Top of Information

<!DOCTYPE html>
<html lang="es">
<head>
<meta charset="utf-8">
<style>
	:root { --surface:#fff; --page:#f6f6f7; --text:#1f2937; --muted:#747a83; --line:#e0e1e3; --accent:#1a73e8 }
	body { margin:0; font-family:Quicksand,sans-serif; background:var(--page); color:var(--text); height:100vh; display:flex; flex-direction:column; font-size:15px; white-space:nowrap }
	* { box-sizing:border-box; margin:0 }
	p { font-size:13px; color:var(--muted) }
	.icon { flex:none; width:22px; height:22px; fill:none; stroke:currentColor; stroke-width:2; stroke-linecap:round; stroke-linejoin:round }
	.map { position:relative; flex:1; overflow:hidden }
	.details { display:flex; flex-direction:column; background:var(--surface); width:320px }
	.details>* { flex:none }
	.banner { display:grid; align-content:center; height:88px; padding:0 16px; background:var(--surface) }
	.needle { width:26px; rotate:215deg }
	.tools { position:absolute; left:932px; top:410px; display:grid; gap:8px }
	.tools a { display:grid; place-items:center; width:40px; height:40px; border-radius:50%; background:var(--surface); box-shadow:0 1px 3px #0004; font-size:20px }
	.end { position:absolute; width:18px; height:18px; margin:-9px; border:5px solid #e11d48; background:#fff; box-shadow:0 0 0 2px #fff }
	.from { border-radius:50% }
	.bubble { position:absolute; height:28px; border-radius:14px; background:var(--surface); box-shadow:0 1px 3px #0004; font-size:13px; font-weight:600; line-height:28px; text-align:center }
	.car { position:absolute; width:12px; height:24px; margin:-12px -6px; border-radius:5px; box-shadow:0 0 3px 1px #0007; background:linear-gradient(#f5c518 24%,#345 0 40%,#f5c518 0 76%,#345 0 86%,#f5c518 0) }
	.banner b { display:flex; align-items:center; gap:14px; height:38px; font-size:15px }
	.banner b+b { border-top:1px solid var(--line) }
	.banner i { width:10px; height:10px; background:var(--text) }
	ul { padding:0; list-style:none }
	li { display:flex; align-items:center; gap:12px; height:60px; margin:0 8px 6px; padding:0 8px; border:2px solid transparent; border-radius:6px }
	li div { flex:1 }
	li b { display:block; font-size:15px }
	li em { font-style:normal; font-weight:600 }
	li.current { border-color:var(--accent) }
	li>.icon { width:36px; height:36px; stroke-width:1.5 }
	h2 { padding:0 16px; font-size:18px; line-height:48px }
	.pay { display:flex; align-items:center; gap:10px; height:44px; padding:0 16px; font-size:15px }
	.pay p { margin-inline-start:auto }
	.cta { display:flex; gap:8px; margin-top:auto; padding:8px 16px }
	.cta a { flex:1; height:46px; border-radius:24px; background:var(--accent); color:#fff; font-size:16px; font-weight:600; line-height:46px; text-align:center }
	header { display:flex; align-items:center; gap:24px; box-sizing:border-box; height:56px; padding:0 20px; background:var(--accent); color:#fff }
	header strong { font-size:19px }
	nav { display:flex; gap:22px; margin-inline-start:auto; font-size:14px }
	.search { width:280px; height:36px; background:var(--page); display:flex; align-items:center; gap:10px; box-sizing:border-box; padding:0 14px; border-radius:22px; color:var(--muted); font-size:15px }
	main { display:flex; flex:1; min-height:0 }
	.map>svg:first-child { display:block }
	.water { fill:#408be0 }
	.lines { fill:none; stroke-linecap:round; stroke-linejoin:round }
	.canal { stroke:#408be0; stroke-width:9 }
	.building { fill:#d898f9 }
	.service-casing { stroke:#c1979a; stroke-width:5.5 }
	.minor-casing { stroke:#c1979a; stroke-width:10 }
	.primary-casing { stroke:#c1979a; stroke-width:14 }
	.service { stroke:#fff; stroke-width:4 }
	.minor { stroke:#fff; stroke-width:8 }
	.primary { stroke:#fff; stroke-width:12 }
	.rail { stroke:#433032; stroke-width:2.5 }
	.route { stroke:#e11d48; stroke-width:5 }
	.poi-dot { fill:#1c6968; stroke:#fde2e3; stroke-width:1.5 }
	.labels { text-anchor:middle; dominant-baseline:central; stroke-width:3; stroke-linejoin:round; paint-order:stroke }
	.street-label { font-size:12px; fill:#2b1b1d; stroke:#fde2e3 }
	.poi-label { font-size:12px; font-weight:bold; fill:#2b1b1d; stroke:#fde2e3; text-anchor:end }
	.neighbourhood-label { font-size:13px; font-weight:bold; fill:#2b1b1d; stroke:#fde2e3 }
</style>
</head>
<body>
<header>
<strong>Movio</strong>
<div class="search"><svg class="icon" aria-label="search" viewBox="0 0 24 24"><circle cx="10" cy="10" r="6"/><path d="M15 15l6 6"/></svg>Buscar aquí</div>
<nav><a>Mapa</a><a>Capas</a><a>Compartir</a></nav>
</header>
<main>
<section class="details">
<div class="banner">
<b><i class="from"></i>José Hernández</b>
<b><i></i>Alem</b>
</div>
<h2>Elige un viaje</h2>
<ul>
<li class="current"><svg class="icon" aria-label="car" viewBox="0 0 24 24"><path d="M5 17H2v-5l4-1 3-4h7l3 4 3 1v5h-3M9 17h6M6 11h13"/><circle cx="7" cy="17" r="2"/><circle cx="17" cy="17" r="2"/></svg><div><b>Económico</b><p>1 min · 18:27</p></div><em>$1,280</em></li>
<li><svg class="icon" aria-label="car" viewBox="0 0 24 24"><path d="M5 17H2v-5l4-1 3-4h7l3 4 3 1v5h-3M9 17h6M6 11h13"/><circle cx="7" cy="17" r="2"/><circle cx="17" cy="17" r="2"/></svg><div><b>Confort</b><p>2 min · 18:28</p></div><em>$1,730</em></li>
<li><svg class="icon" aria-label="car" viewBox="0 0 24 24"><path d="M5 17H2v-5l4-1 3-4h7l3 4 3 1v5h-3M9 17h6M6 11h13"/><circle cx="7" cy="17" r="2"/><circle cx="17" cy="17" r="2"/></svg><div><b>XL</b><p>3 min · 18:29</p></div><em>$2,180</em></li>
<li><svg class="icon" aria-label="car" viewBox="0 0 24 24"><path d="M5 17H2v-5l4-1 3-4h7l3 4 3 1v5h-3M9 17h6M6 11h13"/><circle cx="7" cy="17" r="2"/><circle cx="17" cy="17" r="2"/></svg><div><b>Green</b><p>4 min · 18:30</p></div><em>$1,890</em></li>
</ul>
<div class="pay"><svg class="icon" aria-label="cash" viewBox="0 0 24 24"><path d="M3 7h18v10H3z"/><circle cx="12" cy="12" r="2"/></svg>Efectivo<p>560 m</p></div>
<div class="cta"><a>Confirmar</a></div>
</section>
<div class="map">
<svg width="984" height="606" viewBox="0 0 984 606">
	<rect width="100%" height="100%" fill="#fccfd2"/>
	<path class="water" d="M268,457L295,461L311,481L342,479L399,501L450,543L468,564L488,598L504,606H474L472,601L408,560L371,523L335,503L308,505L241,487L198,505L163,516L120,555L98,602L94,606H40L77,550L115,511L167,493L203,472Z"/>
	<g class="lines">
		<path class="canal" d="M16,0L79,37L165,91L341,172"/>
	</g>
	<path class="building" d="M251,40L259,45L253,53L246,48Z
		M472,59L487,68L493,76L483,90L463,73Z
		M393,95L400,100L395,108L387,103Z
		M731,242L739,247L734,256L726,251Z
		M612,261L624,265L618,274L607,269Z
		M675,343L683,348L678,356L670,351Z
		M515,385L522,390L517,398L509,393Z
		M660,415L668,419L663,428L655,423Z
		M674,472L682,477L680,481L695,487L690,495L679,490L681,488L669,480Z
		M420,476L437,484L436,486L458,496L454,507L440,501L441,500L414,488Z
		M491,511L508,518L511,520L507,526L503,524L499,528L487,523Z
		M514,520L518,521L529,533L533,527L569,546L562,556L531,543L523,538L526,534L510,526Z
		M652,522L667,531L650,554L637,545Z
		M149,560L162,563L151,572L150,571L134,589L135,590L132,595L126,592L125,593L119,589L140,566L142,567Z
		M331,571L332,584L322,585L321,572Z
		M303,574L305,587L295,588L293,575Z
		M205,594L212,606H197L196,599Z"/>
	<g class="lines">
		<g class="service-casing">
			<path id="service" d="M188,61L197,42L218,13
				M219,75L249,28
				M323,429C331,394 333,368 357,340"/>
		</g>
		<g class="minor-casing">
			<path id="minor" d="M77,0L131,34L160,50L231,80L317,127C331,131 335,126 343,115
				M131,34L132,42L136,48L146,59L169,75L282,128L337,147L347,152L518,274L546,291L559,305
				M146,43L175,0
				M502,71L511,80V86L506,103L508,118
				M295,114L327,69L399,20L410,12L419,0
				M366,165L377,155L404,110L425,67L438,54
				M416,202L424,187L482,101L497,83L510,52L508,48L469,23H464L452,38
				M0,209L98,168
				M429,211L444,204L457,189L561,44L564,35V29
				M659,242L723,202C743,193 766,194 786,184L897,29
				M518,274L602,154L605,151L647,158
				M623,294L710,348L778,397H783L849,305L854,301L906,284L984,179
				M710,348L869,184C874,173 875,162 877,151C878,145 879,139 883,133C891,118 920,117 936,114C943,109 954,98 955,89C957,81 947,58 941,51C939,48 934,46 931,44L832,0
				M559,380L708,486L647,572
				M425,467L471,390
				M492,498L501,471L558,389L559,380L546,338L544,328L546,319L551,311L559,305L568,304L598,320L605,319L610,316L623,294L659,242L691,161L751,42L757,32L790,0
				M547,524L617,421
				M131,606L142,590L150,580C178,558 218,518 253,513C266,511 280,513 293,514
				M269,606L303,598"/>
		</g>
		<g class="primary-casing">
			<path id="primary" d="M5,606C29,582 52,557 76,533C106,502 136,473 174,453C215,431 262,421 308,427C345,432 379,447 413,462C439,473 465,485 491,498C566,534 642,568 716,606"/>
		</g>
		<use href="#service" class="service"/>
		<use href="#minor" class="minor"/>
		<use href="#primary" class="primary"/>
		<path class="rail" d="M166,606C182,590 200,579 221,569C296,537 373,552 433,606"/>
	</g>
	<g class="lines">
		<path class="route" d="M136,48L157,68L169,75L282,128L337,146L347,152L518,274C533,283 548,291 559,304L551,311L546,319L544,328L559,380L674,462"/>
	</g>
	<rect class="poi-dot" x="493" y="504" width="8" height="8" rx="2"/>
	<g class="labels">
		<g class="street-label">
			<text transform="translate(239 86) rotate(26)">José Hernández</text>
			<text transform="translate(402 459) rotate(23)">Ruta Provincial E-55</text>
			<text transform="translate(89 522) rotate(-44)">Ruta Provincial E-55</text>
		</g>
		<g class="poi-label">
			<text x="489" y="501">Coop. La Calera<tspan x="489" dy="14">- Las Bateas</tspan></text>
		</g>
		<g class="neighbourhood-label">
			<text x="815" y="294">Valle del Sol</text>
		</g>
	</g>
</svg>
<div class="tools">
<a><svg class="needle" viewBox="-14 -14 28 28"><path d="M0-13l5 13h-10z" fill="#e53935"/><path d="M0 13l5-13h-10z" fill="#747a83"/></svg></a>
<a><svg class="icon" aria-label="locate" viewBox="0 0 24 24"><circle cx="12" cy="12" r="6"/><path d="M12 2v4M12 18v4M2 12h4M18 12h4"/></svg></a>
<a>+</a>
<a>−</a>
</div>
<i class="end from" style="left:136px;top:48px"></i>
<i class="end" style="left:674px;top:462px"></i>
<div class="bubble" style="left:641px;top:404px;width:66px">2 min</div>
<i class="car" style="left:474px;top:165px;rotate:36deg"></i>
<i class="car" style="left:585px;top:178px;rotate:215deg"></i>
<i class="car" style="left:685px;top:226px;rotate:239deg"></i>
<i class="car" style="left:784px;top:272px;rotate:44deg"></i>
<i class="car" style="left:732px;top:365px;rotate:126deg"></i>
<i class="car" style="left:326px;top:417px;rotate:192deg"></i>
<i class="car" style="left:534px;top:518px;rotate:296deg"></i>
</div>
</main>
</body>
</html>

Bottom of Information
Top of Information

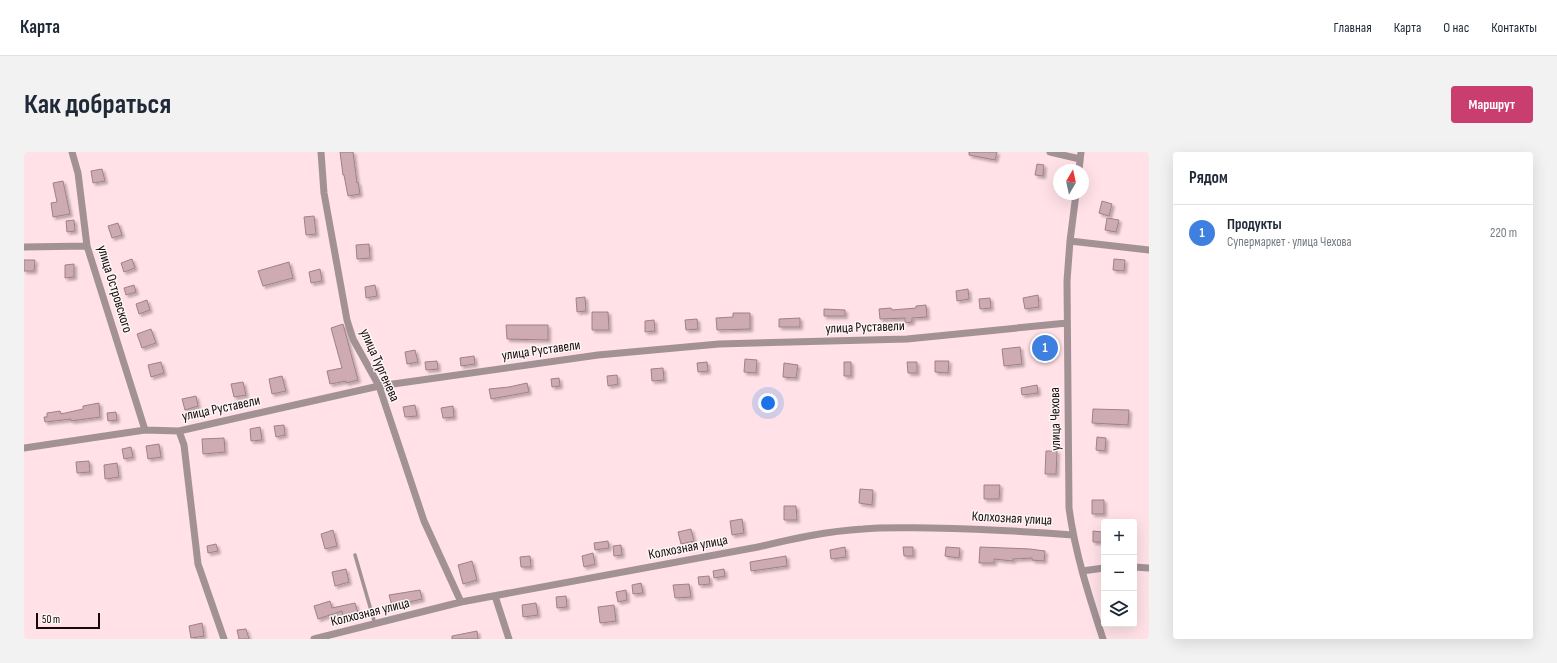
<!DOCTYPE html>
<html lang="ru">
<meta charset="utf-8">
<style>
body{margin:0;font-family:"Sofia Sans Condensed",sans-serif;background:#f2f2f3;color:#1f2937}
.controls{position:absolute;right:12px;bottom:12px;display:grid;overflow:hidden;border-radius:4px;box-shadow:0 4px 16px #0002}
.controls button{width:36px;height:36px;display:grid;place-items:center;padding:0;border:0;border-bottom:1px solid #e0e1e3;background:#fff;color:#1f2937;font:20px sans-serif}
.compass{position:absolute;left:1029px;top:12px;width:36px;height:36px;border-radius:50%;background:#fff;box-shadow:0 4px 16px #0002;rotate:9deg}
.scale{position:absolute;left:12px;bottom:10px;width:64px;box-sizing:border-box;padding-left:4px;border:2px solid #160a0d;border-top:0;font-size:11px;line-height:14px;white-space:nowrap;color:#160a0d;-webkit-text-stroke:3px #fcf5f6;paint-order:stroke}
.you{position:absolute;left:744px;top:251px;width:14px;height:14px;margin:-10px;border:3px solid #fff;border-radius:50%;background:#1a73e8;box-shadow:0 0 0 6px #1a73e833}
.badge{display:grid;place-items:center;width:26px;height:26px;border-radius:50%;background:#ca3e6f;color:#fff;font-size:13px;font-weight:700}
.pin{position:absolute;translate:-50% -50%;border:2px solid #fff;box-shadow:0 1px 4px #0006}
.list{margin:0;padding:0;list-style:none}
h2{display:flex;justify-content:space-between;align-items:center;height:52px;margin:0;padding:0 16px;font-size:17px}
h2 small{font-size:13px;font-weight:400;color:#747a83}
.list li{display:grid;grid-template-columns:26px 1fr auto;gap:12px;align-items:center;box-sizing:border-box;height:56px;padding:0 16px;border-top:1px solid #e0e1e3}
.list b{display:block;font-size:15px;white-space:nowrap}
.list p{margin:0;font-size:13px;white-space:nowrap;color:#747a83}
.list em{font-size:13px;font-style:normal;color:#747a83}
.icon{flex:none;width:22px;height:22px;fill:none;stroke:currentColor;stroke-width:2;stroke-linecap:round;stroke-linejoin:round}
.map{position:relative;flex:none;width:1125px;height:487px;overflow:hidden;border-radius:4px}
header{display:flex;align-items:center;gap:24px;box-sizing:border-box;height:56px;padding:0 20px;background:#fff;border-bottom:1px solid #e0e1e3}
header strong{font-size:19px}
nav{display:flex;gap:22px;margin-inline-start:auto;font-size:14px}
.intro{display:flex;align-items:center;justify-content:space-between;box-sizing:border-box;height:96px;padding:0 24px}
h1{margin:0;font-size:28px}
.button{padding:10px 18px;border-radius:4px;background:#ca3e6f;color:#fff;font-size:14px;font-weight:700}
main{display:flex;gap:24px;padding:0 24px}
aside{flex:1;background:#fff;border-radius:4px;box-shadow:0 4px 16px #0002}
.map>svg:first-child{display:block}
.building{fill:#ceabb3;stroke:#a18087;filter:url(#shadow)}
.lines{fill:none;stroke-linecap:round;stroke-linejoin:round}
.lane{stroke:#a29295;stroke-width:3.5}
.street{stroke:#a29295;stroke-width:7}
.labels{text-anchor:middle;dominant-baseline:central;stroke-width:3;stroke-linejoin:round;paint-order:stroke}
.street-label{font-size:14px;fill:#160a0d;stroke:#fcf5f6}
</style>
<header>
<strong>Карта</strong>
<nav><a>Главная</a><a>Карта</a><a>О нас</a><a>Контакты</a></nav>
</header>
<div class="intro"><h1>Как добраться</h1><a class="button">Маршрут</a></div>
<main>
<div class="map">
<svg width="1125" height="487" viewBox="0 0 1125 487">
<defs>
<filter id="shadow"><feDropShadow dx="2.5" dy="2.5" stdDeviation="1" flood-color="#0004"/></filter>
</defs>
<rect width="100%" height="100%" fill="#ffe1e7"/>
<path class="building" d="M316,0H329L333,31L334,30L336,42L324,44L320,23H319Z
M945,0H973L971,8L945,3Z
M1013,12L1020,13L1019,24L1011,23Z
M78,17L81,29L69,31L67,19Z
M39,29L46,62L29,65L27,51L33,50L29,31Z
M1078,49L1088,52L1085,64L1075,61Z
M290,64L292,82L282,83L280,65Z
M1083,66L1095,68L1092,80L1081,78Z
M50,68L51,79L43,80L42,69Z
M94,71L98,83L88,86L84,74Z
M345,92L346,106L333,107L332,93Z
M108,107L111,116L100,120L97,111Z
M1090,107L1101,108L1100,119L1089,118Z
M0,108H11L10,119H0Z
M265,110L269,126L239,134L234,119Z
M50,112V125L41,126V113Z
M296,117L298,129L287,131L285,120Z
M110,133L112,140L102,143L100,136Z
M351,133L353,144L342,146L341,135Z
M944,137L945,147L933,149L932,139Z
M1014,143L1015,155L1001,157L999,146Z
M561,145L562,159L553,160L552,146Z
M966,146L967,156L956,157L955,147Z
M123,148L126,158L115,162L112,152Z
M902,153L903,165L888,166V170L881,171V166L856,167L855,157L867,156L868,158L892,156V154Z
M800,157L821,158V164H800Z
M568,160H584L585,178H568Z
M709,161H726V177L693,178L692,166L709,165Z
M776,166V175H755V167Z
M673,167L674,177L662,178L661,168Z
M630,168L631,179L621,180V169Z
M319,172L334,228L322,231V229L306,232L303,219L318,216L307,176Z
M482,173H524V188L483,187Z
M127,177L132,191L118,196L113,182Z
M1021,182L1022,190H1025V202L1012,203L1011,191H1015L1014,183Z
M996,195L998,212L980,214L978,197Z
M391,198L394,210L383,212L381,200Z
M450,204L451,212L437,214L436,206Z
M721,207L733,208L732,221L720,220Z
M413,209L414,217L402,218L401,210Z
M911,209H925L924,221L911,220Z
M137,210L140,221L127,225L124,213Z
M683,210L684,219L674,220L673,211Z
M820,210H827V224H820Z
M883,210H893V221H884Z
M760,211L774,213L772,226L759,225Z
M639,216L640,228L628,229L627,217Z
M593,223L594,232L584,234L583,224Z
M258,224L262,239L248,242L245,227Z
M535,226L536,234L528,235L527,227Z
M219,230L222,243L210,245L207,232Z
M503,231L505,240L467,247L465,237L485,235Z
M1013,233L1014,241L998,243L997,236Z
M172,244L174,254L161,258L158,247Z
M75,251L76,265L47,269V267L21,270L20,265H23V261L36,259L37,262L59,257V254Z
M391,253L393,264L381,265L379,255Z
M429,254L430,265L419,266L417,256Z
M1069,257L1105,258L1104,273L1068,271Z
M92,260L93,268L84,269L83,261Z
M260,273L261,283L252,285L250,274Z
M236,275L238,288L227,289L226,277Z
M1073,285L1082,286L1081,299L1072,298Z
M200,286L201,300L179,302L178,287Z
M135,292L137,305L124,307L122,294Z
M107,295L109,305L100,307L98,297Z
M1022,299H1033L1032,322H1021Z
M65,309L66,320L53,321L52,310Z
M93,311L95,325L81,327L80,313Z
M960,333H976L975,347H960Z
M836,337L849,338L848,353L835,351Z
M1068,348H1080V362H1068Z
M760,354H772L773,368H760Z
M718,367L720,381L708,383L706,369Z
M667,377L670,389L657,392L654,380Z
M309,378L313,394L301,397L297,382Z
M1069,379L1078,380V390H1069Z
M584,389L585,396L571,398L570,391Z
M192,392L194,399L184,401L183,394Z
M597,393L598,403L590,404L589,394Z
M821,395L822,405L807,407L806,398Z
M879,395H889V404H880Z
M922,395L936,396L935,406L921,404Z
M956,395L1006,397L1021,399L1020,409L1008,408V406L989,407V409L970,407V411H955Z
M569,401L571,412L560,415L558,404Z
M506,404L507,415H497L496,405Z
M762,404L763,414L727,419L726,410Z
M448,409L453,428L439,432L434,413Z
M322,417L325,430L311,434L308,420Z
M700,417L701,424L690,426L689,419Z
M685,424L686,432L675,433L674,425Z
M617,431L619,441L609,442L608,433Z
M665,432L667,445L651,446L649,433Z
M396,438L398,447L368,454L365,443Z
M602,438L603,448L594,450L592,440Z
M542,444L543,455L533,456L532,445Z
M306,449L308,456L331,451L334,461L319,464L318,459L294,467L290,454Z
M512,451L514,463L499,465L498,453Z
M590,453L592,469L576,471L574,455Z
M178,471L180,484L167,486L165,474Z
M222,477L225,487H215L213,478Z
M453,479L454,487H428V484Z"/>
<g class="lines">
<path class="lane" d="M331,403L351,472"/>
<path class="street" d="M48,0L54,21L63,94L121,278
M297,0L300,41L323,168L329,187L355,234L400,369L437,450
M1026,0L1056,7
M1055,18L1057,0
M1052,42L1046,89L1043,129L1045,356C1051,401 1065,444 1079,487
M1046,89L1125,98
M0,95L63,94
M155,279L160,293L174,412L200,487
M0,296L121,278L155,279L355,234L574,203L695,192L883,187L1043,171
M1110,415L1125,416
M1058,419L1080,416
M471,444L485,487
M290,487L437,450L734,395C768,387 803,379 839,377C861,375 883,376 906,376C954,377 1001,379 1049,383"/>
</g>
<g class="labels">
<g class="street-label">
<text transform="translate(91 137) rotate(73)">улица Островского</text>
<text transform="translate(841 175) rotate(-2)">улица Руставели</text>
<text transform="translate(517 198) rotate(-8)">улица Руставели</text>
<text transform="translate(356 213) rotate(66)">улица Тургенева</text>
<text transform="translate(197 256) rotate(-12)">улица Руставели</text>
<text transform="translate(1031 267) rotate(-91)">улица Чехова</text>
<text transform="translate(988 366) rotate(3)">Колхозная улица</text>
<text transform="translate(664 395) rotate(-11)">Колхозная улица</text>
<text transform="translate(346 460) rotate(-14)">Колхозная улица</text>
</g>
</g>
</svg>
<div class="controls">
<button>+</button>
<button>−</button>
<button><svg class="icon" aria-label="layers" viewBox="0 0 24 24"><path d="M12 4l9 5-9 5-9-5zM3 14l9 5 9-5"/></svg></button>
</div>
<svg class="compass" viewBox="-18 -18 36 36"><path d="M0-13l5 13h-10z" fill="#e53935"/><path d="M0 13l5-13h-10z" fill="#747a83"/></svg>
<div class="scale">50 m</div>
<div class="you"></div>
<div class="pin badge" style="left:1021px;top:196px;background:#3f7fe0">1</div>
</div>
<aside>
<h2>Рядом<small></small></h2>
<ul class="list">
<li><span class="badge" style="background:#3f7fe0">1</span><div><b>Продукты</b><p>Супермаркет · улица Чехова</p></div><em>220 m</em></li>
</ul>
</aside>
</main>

Bottom of Information

**The task**
When a line in the material above holds the word "José", copy that line.

**Solved exercise**
<b><i class="from"></i>José Hernández</b>
			<text transform="translate(239 86) rotate(26)">José Hernández</text>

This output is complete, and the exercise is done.